Ajalia reflected that this morning was not unfolding in the way she had expected. She had been sure that Delmar would fall all to bits; she had expected him to have a fever, or to get sick and weak, as she had been when her arms had opened up. Delmar now was like an abrasive scab; she could not quite bring herself to abandon him in the woods, but he was irritating her in a petty, incessant way. He had often made her truly, deeply angry, but now he seemed incapable even of rousing her ire; he merely annoyed her, and she wished he was past whatever stage his spirit was passing through now.
"Does Ocher have the white brand?" Ajalia asked Delmar, as the shadows of the trees thickened, and the forest transitioned from the black trees into the colorful ones. The undergrowth became more thick and wild; Ajalia was sure that the poison tree lay just a little to her left. They were gradually nearing the place where the screeching metheros lived.
"Yes," Delmar said. He sounded distracted to Ajalia, as though he were busy tabulating a score of some kind.
"Do you think you're a bad person?" Ajalia asked him suddenly.
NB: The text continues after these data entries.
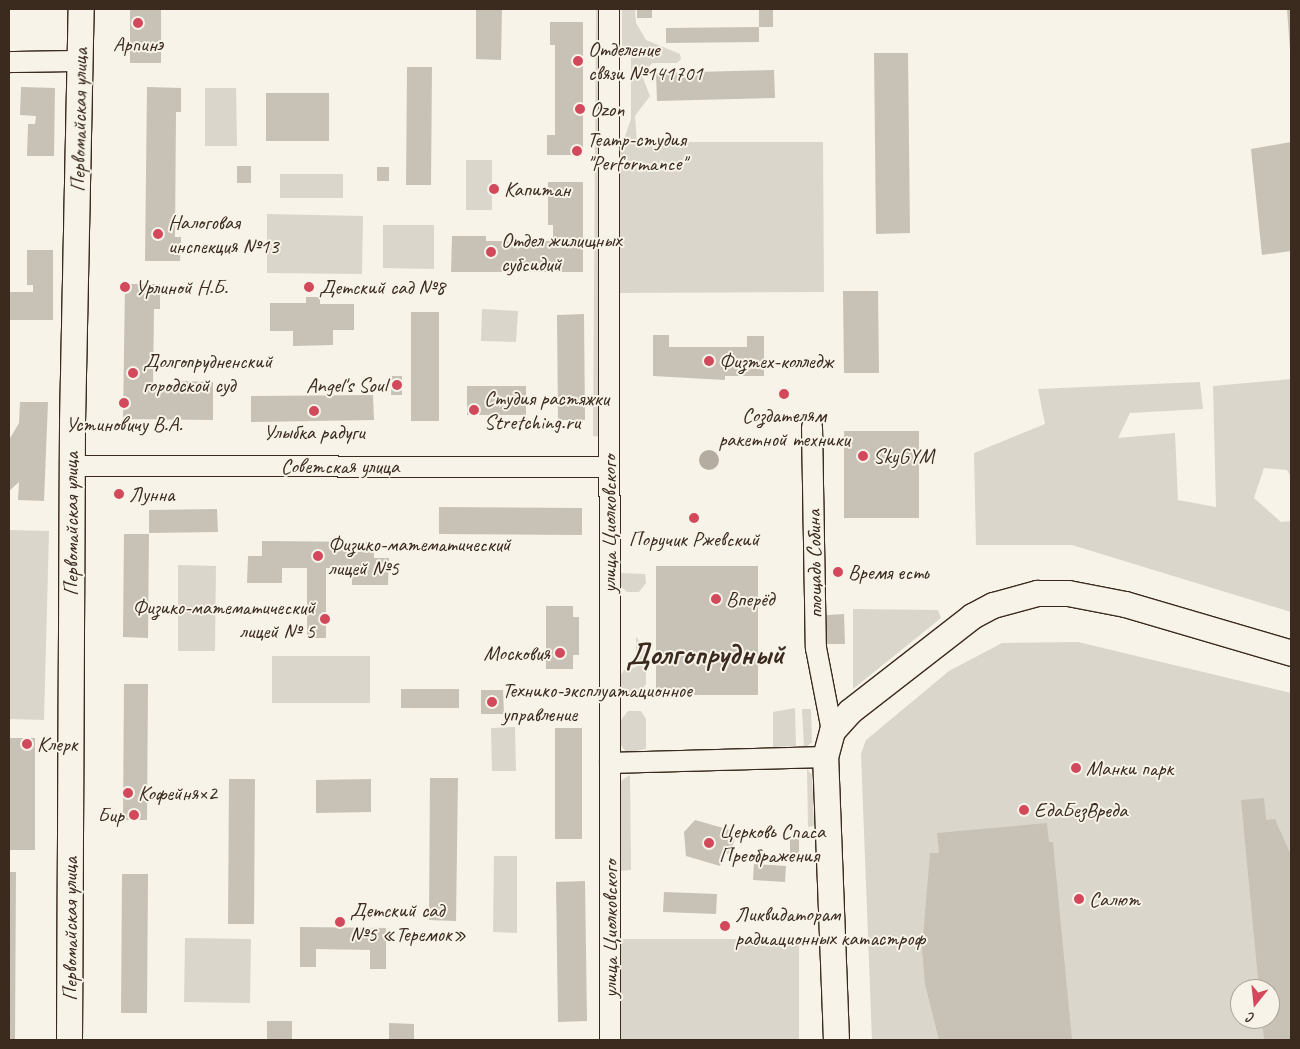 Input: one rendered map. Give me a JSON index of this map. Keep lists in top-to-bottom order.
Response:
{
  "streets": {
    "main road": ["Первомайская улица"],
    "street": ["Советская улица", "улица Циолковского", "площадь Собина"]
  },
  "crossings": [
    ["Первомайская улица", "Советская улица"],
    ["Советская улица", "улица Циолковского"]
  ],
  "districts": ["Долгопрудный"],
  "places": [
    "Арпинэ",
    "Отделение связи №141701",
    "Ozon",
    "Театр-студия \"Performance\"",
    "Капитан",
    "Налоговая инспекция №13",
    "Отдел жилищных субсидий",
    "Урлиной Н.Б.",
    "Детский сад №8",
    "Физтех-колледж",
    "Долгопрудненский городской суд",
    "Angel's Soul",
    "Создателям ракетной техники",
    "Устиновичу В.А.",
    "Студия растяжки Stretching.ru",
    "Улыбка радуги",
    "SkyGYM",
    "Лунна",
    "Поручик Ржевский",
    "Физико-математический лицей №5",
    "Время есть",
    "Вперёд",
    "Физико-математический лицей № 5",
    "Московия",
    "Технико-эксплуатационное управление",
    "Клерк",
    "Манки парк",
    "Кофейня×2",
    "ЕдаБезВреда",
    "Бир",
    "Церковь Спаса Преображения",
    "Салют",
    "Детский сад №5 «Теремок»",
    "Ликвидаторам радиационных катастроф"
  ],
  "north": "bottom"
}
She felt him start a little, and draw back from her on the horse.
She could feel him shift his weight, and settle uneasily down behind her. She had left her saddle in the city; she almost thought she would be returning to the dragon temple by nightfall. She could no longer guess what new development could pop up in her relation to Delmar; he had surprised her so many times that she was beginning to give up on the idea of planning ahead.
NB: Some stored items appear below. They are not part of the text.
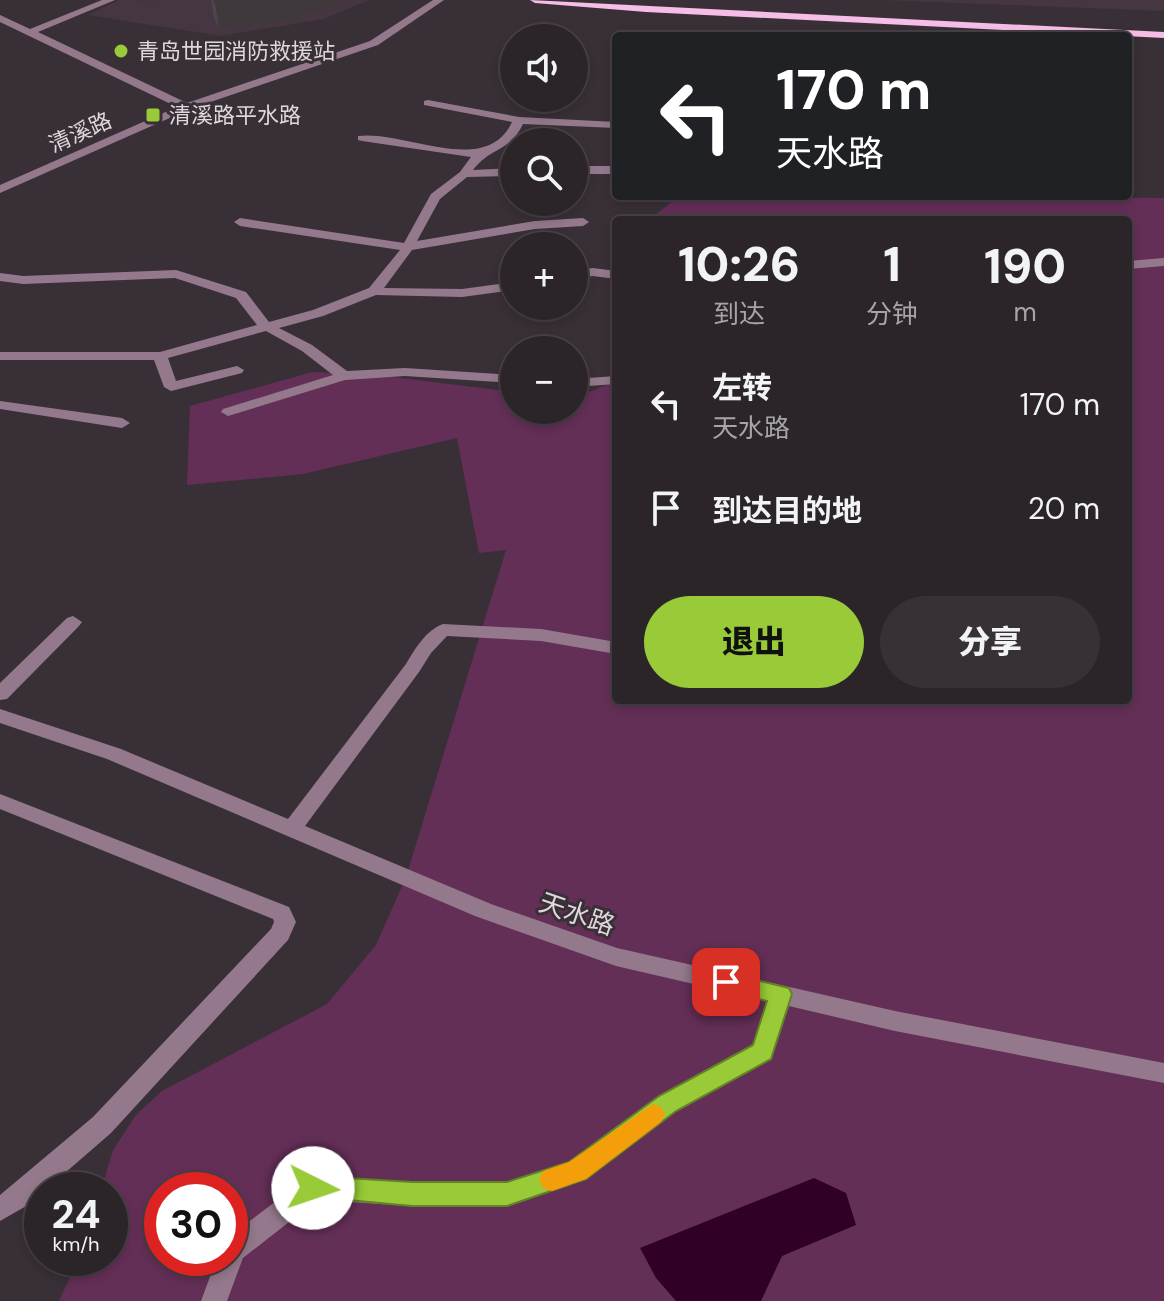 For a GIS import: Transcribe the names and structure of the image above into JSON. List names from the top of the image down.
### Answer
{
  "streets": {
    "street": ["清溪路", "天水路"]
  },
  "places": {
    "other": ["青岛世园消防救援站"],
    "transit": ["清溪路平水路"]
  },
  "page": {
    "map_buttons": ["+", "−"],
    "turn": ["170 m", "天水路"],
    "eta": [
      "10:26",
      "到达",
      "1",
      "分钟",
      "190",
      "m"
    ],
    "list": [
      {
        "name": "左转",
        "note": "天水路",
        "value": "170 m"
      },
      {
        "name": "到达目的地",
        "value": "20 m"
      }
    ],
    "buttons": ["退出", "分享"],
    "speed": "24 km/h",
    "limit": "30"
  }
} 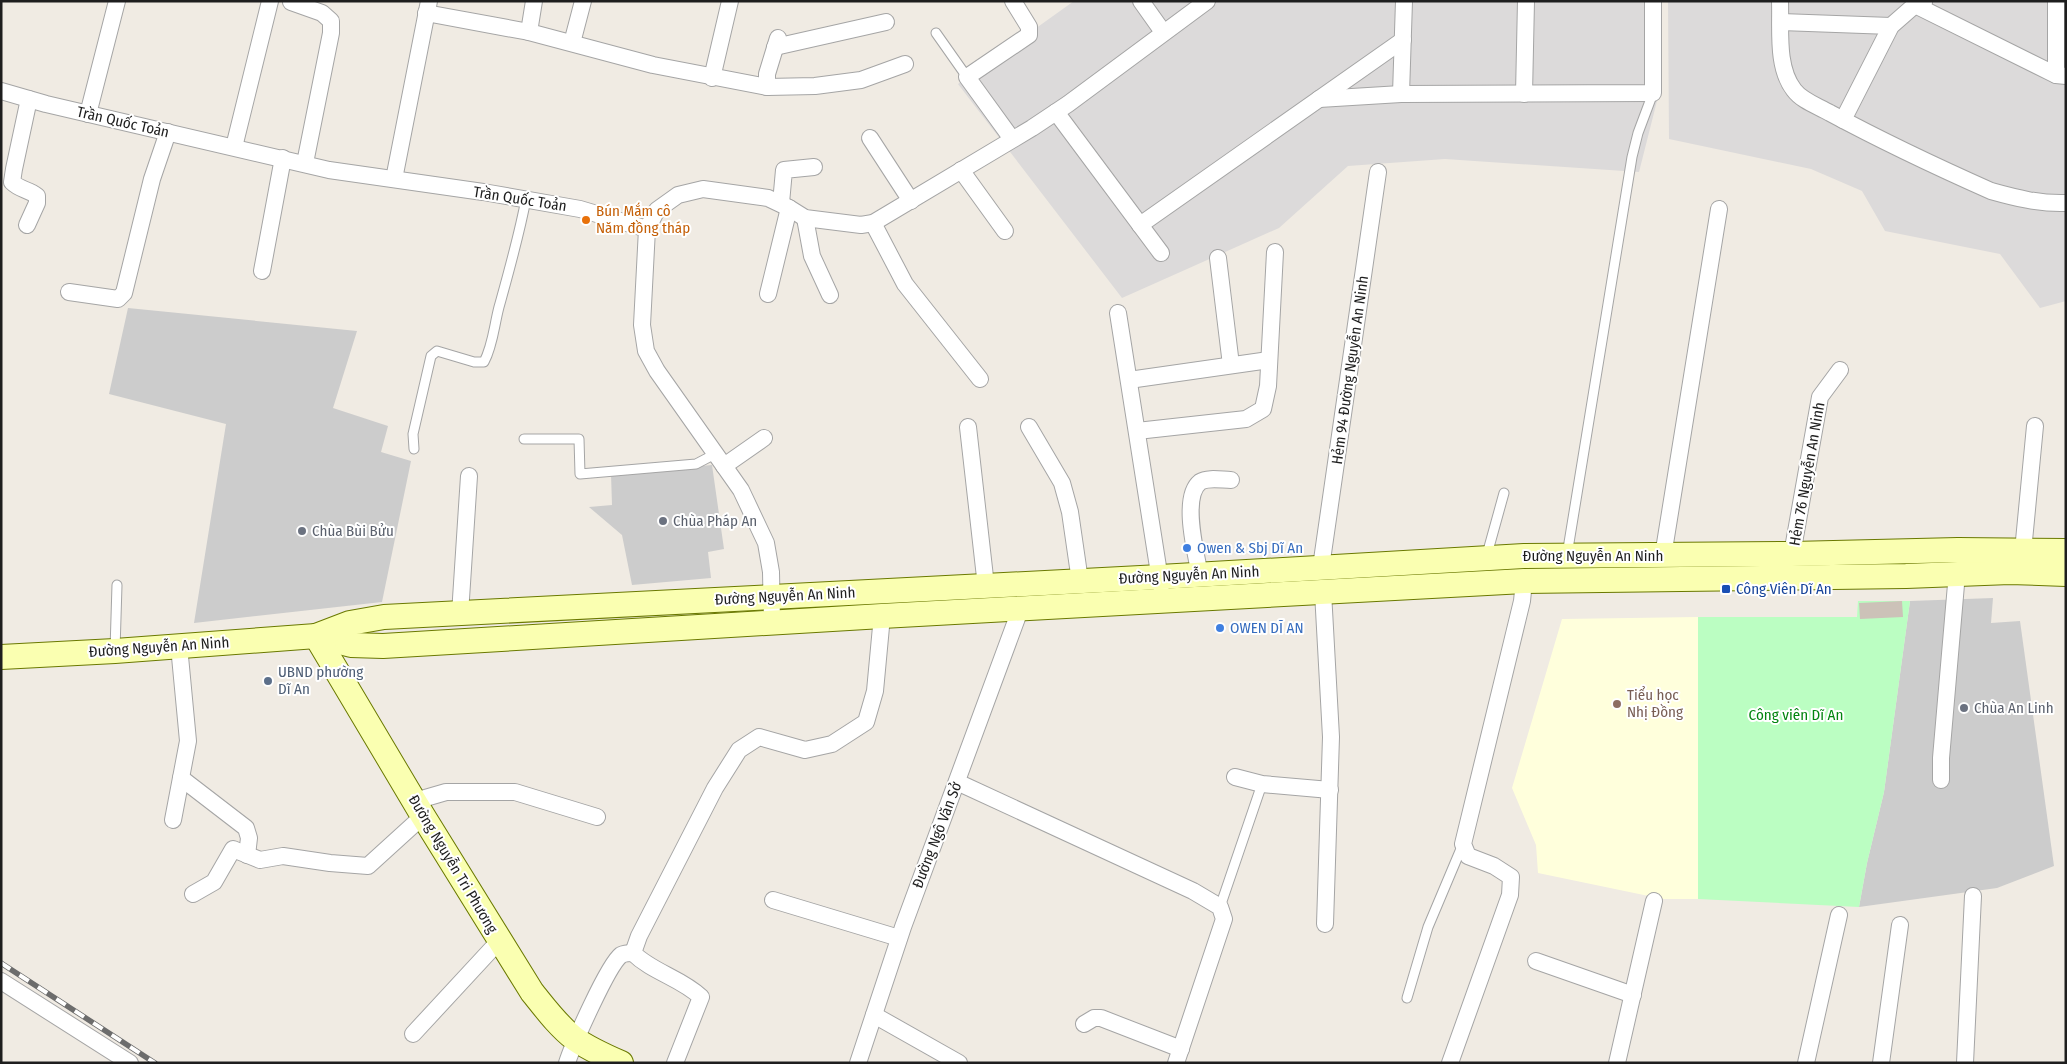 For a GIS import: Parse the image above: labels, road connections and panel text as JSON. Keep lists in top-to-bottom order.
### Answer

"Of course I'm a bad person," Delmar said, his voice shifting uncomfortably.
"You're not a bad person," Ajalia exclaimed.
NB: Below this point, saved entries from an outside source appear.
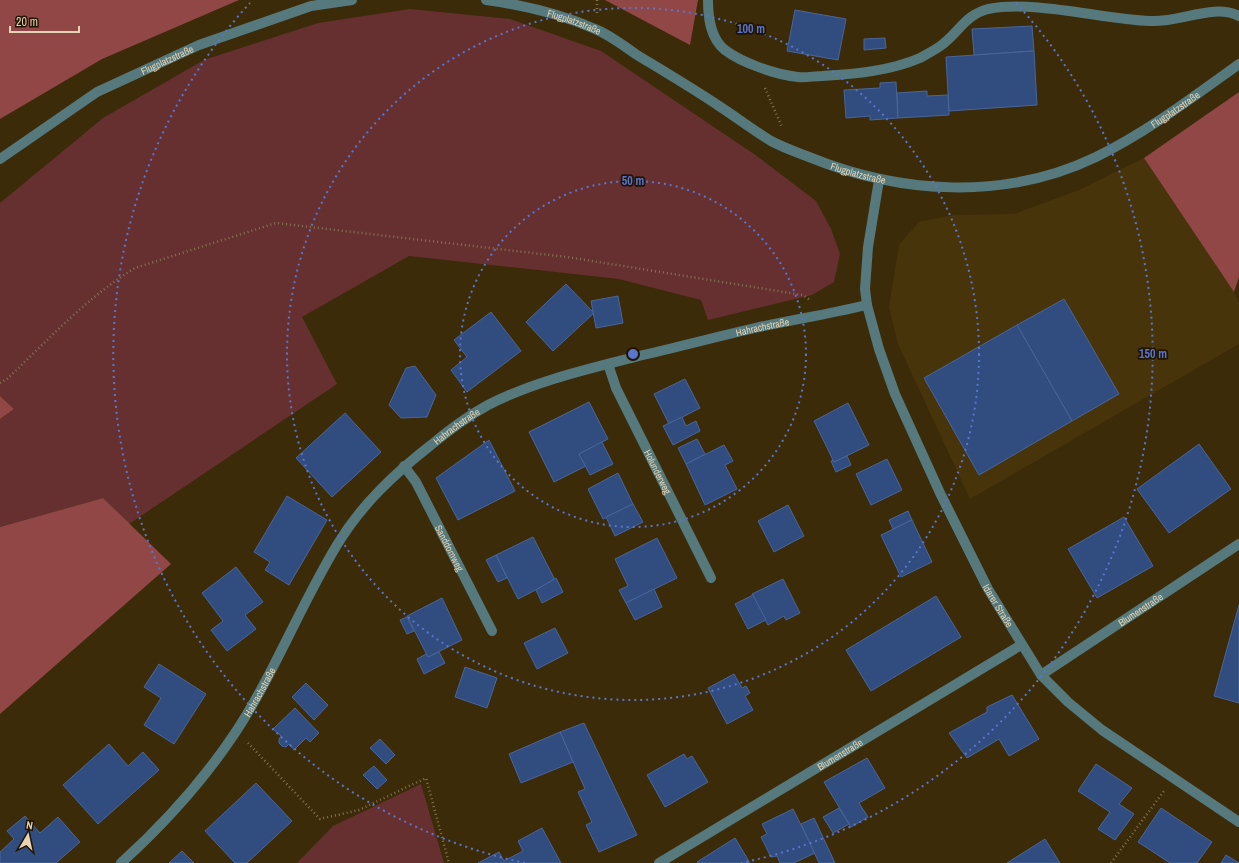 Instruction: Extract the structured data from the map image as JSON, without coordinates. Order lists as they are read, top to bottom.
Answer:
{
  "streets": {
    "street": [
      "Flugplatzstraße",
      "Hahrachstraße",
      "Holunderweg",
      "Sanddornweg",
      "Idarer Straße",
      "Blumenstraße"
    ]
  },
  "crossings": [
    ["Hahrachstraße", "Holunderweg"],
    ["Hahrachstraße", "Sanddornweg"],
    ["Hahrachstraße", "Idarer Straße"],
    ["Idarer Straße", "Blumenstraße"]
  ],
  "scale_bar": "20 m",
  "north": "top",
  "rings": ["100 m", "50 m", "150 m"]
}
"Yes, I am," Delmar insisted. "Everyone knows that I'm bad."
"Everyone?" Ajalia asked. She worked one hand into the black horse's thick mane; Denai, she suspected, had been brushing the black horse's hair in his spare time. "So all of the guards, and all of the Talbos renegades, and the wild people that live in the mountains, and all of the Slavithe people who believe in magic, and watch for the dead falcon, all of those people already know that you're bad?" she asked. She imagined Delmar frowning; she could see in her mind's eye just how his brow would crease up.
"Well, they don't know," he admitted. "But they would know," he said, "if I ever went back."
"Sweet love," Ajalia said to Delmar, and she tried to keep her voice level, "you are not a bad person."
"I am too," Delmar said morosely, and Ajalia bit back a smile. "You don't know what I'm really like," Delmar added. He sounded angry.
"You are like I used to be," Ajalia observed. She guided the horse around a long cluster of brown-leaved bushes, and into a darker, more shadowed part of the forest. "You know how you tried to attack me, just now?" she asked him. She pictured him blushing, and looking down at the ground, and she smiled.
"Maybe," he said cautiously. She laughed. "Stop laughing at me!" Delmar exclaimed.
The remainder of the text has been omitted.